The chief shifted on his table. “Okay, guys.” He sounded very, very tired. “This is a homicide investigation. We’re not going to get anywhere if you have to apologize every time you say ‘victim’ or ‘murder.’ Let’s stop worrying about my feelings and focus on breaking the case.” He waved toward McCrea. “Go on, Eric.”

“Um… that’s about it. Mrs. Tracey didn’t know of anyone who might have posed a threat to… the victim. She said the only person Mrs. Van Alstyne had been having trouble with lately-” McCrea broke off, swallowing.

“Was her husband,” the chief finished.

McCrea nodded.

“Let’s get that out in the open, then.” The chief took off his glasses and pinched the bridge of his nose. “I think everybody here is aware I’ve been staying at my mom’s house since the Friday before last. Lyle?” He pointed to the whiteboard, and Lyle wrote down JAN 8. “Except for one counseling session, I haven’t seen Linda since then.”

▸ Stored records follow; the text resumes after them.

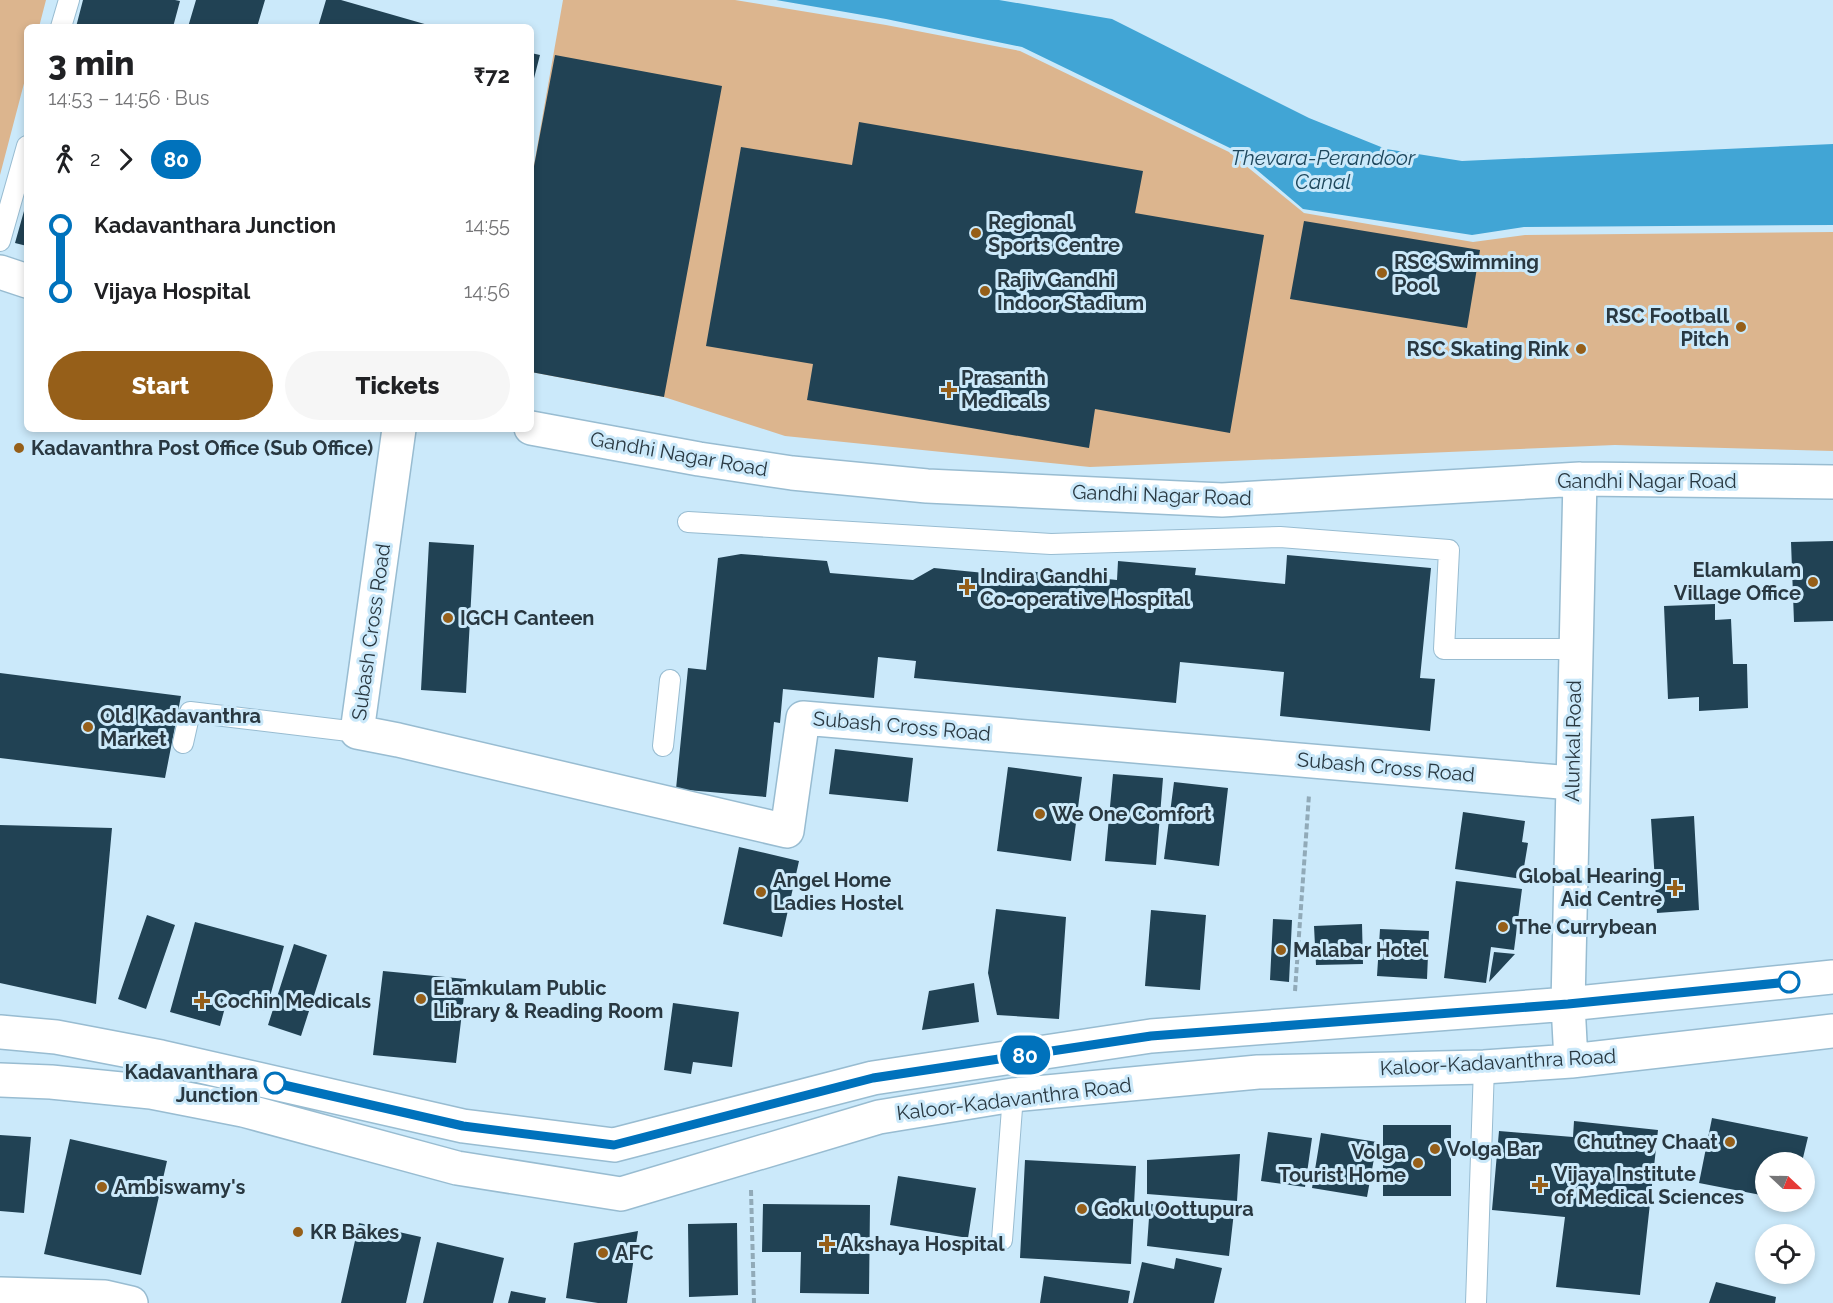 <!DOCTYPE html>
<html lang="en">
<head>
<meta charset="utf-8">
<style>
  body { margin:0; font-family:Raleway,sans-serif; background:#f6f6f6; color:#202124; height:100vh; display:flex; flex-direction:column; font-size:22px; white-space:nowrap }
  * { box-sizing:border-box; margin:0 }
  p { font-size:20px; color:#757577 }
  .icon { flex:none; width:33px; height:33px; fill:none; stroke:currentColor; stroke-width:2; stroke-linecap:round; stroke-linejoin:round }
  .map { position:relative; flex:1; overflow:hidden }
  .side { position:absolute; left:24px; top:24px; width:510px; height:408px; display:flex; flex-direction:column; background:#fff; border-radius:9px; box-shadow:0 3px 9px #0003 }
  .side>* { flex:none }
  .badge { padding:0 12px; border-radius:20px; font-size:21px; line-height:39px }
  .needle { width:39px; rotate:112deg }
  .tools { position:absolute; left:1755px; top:1152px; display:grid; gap:12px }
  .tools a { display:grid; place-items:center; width:60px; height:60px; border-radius:50%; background:#fff; box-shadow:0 3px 9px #0003; font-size:30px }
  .map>.badge { position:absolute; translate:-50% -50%; box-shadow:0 0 0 3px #fff }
  .legs { display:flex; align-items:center; gap:9px; height:66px; padding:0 24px; font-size:20px }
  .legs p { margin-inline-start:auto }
  .headline { display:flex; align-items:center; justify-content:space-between; height:102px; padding:0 24px }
  h1 { font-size:33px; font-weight:800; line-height:45px }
  .action { display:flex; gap:12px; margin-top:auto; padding:12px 24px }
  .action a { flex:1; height:69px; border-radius:36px; background:#965f19; color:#fff; font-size:24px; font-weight:800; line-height:69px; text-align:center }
  .action a+a { background:#f6f6f6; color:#202124 }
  ul { padding:0 24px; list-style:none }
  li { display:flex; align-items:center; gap:21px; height:66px; font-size:22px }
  li i { display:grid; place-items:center; width:9px; height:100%; margin:0 8px; background:currentColor }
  li i::after { content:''; width:15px; height:15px; margin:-8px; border:4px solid; border-radius:50%; background:#fff }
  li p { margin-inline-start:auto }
  li:first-child i { background:linear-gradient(#0000 50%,currentColor 0) }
  li:last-child i { background:linear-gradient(currentColor 50%,#0000 0) }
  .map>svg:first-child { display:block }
  .green { fill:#dcb58e }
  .water { fill:#41a5d5 }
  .building { fill:#214254 }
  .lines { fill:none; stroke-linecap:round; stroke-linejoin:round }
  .lane-casing { stroke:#98bcd1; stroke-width:22 }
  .street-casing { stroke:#98bcd1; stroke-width:36 }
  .secondary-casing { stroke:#98bcd1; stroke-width:36 }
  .path { stroke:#91aab8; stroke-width:4; stroke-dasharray:6 3; stroke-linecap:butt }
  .lane { stroke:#fff; stroke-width:20 }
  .street { stroke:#fff; stroke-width:33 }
  .secondary { stroke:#fff; stroke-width:33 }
  .line-1-casing { stroke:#fff; stroke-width:14 }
  .line-1 { stroke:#0072bc; stroke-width:9 }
  .poi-dot { fill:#965f19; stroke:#cbe9fa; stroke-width:2 }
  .stop-1-dot { fill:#fff; stroke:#0072bc; stroke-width:3 }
  .labels { text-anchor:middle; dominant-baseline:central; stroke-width:6; stroke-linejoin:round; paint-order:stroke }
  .poi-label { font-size:20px; font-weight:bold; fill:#293841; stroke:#cbe9fa; text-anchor:start }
  .street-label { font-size:20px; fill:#293841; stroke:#cbe9fa }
  .stop-label { font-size:20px; font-weight:bold; fill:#293841; stroke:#cbe9fa; text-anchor:end }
  .water-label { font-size:21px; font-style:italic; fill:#1f485d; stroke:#cbe9fa }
</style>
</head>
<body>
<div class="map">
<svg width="1833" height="1303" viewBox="0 0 1833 1303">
  <rect width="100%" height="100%" fill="#cbe9fa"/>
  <path class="green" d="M0,0H46L39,27H27V72L0,175Z
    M563,0H735L886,25L1020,51L1229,152L1304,213L1473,242L1525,235L1833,232V451L1615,445L1090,467L785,436L664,397L531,372V182Z"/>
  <path class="water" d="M776,0H999L1112,19L1309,118L1386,149L1462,161L1833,144V225L1524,227L1472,235L1303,209L1232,149L1022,47L886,19Z"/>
  <path class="building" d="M83,0H175L180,1L173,27H76Z
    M196,0H265L257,27H188Z
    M326,0H341L435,27H318Z
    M531,53L540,55L532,86H531Z
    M555,55L722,86L664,397L531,372V182Z
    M859,122L1143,171L1135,213L1264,235L1230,433L1095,409L1089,448L807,400L813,364L706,346L741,147L852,165Z
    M26,204H27V246L15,243Z
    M1304,221L1480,250L1467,328L1290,299Z
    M1833,541V621L1794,622L1791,542Z
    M429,542L474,545L466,693L421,690Z
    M741,554L827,561L830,573L913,580L934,568L1005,575L1006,569L1117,580L1118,561L1196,568L1195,575L1285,584L1287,555L1431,568L1420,678L1435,679L1430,731L1280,716L1284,672L1180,662L1176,703L914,678L916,661L878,657L874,698L783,689L780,723L774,722L766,797L676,789L688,668L706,670L718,558Z
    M1715,604V620L1731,619L1733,664H1747L1748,708L1699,711V697L1668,699L1664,606Z
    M0,673L181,696L165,778L0,758Z
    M835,749L913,758L908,802L829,794Z
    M1008,767L1082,777L1071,861L997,851Z
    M1113,774L1163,778L1156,865L1105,861Z
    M1174,782L1228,788L1219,866L1164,859Z
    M1463,812L1525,821L1522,842L1528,843L1522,879L1455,869Z
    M1694,816L1699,910L1657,913L1651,819Z
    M0,825L112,828L96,1004L0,983Z
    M739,847L799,861L782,937L723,924Z
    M1456,881L1522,889L1514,950L1491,947L1486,983L1444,978Z
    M996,909L1066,917L1059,1019L997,1015L988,973Z
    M1151,910L1206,915L1200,990L1145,986Z
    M147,915L175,925L146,1009L118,999Z
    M1273,919L1292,920L1289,982L1270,980Z
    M195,922L284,946L266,1011L227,1000L220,1026L170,1012Z
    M1362,924L1363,964L1316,965L1314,926Z
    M1380,929L1429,931L1427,979L1377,976Z
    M294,944L327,955L301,1036L268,1025Z
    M1494,952L1515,954L1489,982Z
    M383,971L466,979L456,1063L373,1055Z
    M974,983L979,1022L922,1030L929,991Z
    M673,1003L739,1012L732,1067L693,1062L691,1074L664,1070Z
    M1712,1118L1808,1137L1802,1162H1766V1196L1699,1183Z
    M1574,1121L1658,1130L1640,1295L1556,1287L1565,1217L1492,1210L1499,1131L1573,1137Z
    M1383,1125H1451V1196H1383Z
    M1268,1132L1312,1138L1305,1187L1261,1181Z
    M1321,1133L1377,1142L1367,1197L1312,1188Z
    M0,1135L31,1137L24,1213L0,1211Z
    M70,1139L167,1161L141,1275L44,1254Z
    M1240,1154L1237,1201L1147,1194V1160Z
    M1025,1160L1136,1166L1131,1264L1020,1258Z
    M898,1176L976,1188L968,1238L890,1225Z
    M763,1204L870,1205L869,1294L800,1293L801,1252H762Z
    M1150,1204L1234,1212L1229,1256L1147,1246Z
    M359,1223L421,1237L406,1303H341Z
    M737,1223L738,1295L689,1297L688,1224Z
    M638,1231L627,1303H598L566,1298L574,1243Z
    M437,1242L504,1258L493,1303H423Z
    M1176,1258L1222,1268L1214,1303H1133L1142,1262L1174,1269Z
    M1044,1276L1130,1291L1128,1303H1040Z
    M1716,1282L1776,1297L1775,1303H1709Z
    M511,1291L546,1298L545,1303H508Z"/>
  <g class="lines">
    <defs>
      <path id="lane" d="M61,27L69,0
        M0,241L27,146
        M688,522L1051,544L1280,537L1449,550L1444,649H1576
        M183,743L190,712L357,732
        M663,746L670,680
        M1002,1240L1013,1095
        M1476,1303L1484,1067"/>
      <path id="street" d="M399,429L357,732L398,740L787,831L803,718L1572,783
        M0,1294L105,1297L131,1303"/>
      <path id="secondary" d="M0,272L27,281
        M531,428L699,459L792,473L927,486L1222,500L1580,479L1833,482
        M0,1032L56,1037L161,1057L463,1126L614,1145L873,1078L1151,1036L1568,1004L1833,977
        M1571,1061L1568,1004L1580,479
        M0,1080L51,1082L151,1092L243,1110L457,1168L621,1194L879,1117L1013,1095L1258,1072L1484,1067L1571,1061L1833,1031"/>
    </defs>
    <use href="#lane" class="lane-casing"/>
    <use href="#street" class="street-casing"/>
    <use href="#secondary" class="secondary-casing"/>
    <path class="path" d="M1295,991L1309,795
      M751,1190L754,1303"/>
    <use href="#lane" class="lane"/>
    <use href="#street" class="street"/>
    <use href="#secondary" class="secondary"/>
  </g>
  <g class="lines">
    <defs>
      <path id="line-1" d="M275,1083L463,1126L614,1145L873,1078L1151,1036L1568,1004L1789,982"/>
    </defs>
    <use href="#line-1" class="line-1-casing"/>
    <use href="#line-1" class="line-1"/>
  </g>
  <g class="poi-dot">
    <circle cx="976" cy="233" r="6"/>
    <circle cx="1382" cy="273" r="6"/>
    <circle cx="985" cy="291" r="6"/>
    <circle cx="1741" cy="327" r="6"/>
    <circle cx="1581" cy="349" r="6"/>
    <path d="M946 381h6v6h6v6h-6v6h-6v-6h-6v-6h6z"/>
    <circle cx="19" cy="448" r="6"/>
    <circle cx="1813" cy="582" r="6"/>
    <path d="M964 578h6v6h6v6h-6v6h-6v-6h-6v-6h6z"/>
    <circle cx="448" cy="618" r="6"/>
    <circle cx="88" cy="727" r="6"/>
    <circle cx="1040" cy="814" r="6"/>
    <path d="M1672 879h6v6h6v6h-6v6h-6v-6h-6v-6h6z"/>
    <circle cx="761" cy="892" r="6"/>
    <circle cx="1503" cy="927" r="6"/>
    <circle cx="1281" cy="950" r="6"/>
    <circle cx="421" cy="999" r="6"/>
    <path d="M199 992h6v6h6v6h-6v6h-6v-6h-6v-6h6z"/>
    <circle cx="1730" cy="1142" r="6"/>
    <circle cx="1435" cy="1149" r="6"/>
    <circle cx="1418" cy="1163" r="6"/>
    <path d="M1537 1176h6v6h6v6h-6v6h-6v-6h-6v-6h6z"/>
    <circle cx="102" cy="1187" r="6"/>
    <circle cx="1082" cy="1209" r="6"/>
    <circle cx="298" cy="1232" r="6"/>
    <path d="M824 1235h6v6h6v6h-6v6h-6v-6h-6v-6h6z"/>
    <circle cx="603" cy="1253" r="6"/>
  </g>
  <g class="stop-1-dot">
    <circle cx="1789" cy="982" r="10"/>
    <circle cx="275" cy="1083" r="10"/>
  </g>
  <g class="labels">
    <g class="poi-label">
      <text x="988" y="222">Regional<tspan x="988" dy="23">Sports Centre</tspan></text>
      <text x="1394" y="262">RSC Swimming<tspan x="1394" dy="23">Pool</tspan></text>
      <text x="997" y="280">Rajiv Gandhi<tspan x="997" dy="23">Indoor Stadium</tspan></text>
      <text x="1729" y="316" text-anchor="end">RSC Football<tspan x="1729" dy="23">Pitch</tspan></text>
      <text x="1569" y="349" text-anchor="end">RSC Skating Rink</text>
      <text x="961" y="378">Prasanth<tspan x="961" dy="23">Medicals</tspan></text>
      <text x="31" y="448">Kadavanthra Post Office (Sub Office)</text>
      <text x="1801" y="570" text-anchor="end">Elamkulam<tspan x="1801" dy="23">Village Office</tspan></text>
      <text x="980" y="576">Indira Gandhi<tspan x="980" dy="23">Co-operative Hospital</tspan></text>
      <text x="460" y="618">IGCH Canteen</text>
      <text x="100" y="716">Old Kadavanthra<tspan x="100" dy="23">Market</tspan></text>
      <text x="1052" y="814">We One Comfort</text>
      <text x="1662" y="876" text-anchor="end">Global Hearing<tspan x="1662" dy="23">Aid Centre</tspan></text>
      <text x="773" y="880">Angel Home<tspan x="773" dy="23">Ladies Hostel</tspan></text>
      <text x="1515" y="927">The Currybean</text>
      <text x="1293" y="950">Malabar Hotel</text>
      <text x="433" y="988">Elamkulam Public<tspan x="433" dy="23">Library &amp; Reading Room</tspan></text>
      <text x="214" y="1001">Cochin Medicals</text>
      <text x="1718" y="1142" text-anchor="end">Chutney Chaat</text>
      <text x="1447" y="1149">Volga Bar</text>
      <text x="1406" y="1152" text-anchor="end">Volga<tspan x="1406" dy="23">Tourist Home</tspan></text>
      <text x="1554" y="1174">Vijaya Institute<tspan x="1554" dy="23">of Medical Sciences</tspan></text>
      <text x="114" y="1187">Ambiswamy's</text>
      <text x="1094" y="1209">Gokul Oottupura</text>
      <text x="310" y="1232">KR Bakes</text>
      <text x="840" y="1244">Akshaya Hospital</text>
      <text x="615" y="1253">AFC</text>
    </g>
    <g class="street-label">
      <text transform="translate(679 454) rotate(10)">Gandhi Nagar Road</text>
      <text x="1647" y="481">Gandhi Nagar Road</text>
      <text transform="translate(1162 495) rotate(2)">Gandhi Nagar Road</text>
      <text transform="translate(371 632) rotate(-82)">Subash Cross Road</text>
      <text transform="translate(902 726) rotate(5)">Subash Cross Road</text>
      <text transform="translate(1573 741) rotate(-89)">Alunkal Road</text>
      <text transform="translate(1386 767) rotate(5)">Subash Cross Road</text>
      <text transform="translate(1498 1062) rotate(-3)">Kaloor-Kadavanthra Road</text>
      <text transform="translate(1014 1099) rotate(-7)">Kaloor-Kadavanthra Road</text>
    </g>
    <g class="stop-label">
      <text x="258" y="1072">Kadavanthara<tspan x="258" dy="23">Junction</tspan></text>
    </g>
    <g class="water-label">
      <text x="1323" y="157">Thevara-Perandoor<tspan x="1323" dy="24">Canal</tspan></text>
    </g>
  </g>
</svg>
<div class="tools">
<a><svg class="needle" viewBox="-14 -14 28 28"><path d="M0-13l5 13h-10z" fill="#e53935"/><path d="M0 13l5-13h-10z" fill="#757577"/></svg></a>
<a><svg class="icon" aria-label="locate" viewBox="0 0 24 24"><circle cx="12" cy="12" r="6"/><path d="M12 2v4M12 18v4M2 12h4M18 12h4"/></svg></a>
</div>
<b class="badge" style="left:1025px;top:1055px;background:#0072bc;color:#fff">80</b>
<section class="side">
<div class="headline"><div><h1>3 min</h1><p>14:53 – 14:56 · Bus</p></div><b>₹72</b></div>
<div class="legs"><svg class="icon" aria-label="walk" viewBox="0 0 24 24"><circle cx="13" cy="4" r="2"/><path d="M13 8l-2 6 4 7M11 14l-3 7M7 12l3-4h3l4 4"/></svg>2<svg class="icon" aria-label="forward" viewBox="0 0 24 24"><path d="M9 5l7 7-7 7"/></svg><b class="badge" style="background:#0072bc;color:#fff">80</b></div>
<ul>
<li><i style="color:#0072bc"></i><b>Kadavanthara Junction</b><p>14:55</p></li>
<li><i style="color:#0072bc"></i><b>Vijaya Hospital</b><p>14:56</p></li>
</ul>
<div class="action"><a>Start</a><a>Tickets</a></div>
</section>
</div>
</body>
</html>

Mark wondered if he was aware he was speaking of his wife in the present.

“I don’t know what rumors or stories have been making the rounds. The fact is, every marriage has its ups and downs. Linda and I started talking seriously about some issues in the middle of November. We decided we needed some perspective, so we started seeing a marriage counselor in December. Then Linda needed a break from having me around, so we agreed I’d move into my mom’s temporarily. Any questions?”

Mark held his breath, waiting to see if anyone was foolhardy enough to ask the chief about the rumors of his affair.

“Okay,” the chief said. “Lyle?”

MacAuley crossed his arms over his chest and stared into the middle distance. He wasn’t going to hide behind his notes like McCrea, but he wasn’t going to look at the chief, either. “Preliminary examination at the scene indicates the decedent was killed with a large knife. The ME won’t be able to tell exactly what we’re looking for until the autopsy, but it appeared to him that the fatal thrust was through the throat, which suggests the killer has at least some knowledge of professional knife-fighting techniques. There were no defensive wounds-suggesting the perp was someone either known to the decedent or someone unthreatening. There were-” Here he faltered and resorted to reading from his notebook. “Dr. Dvorak speculated that the significant postmortem wounds displayed the killer’s rage.”

Mark thought the chief might lose it. “What…” he said harshly, “what postmortem wounds?”

Eric McCrea had covered his face with one hand. He had been inside the house, Mark remembered. He had seen her. Of course, sooner or later they were all going to see her, in neatly labeled evidence photos. First the rest of the officers, then the men and women at the district attorney’s office, and then, if they did their job right, a judge and a jury and a whole courtroom of spectators.

“Her face was slashed. Repeatedly.” MacAuley’s face puckered, as if he had something nasty in his mouth.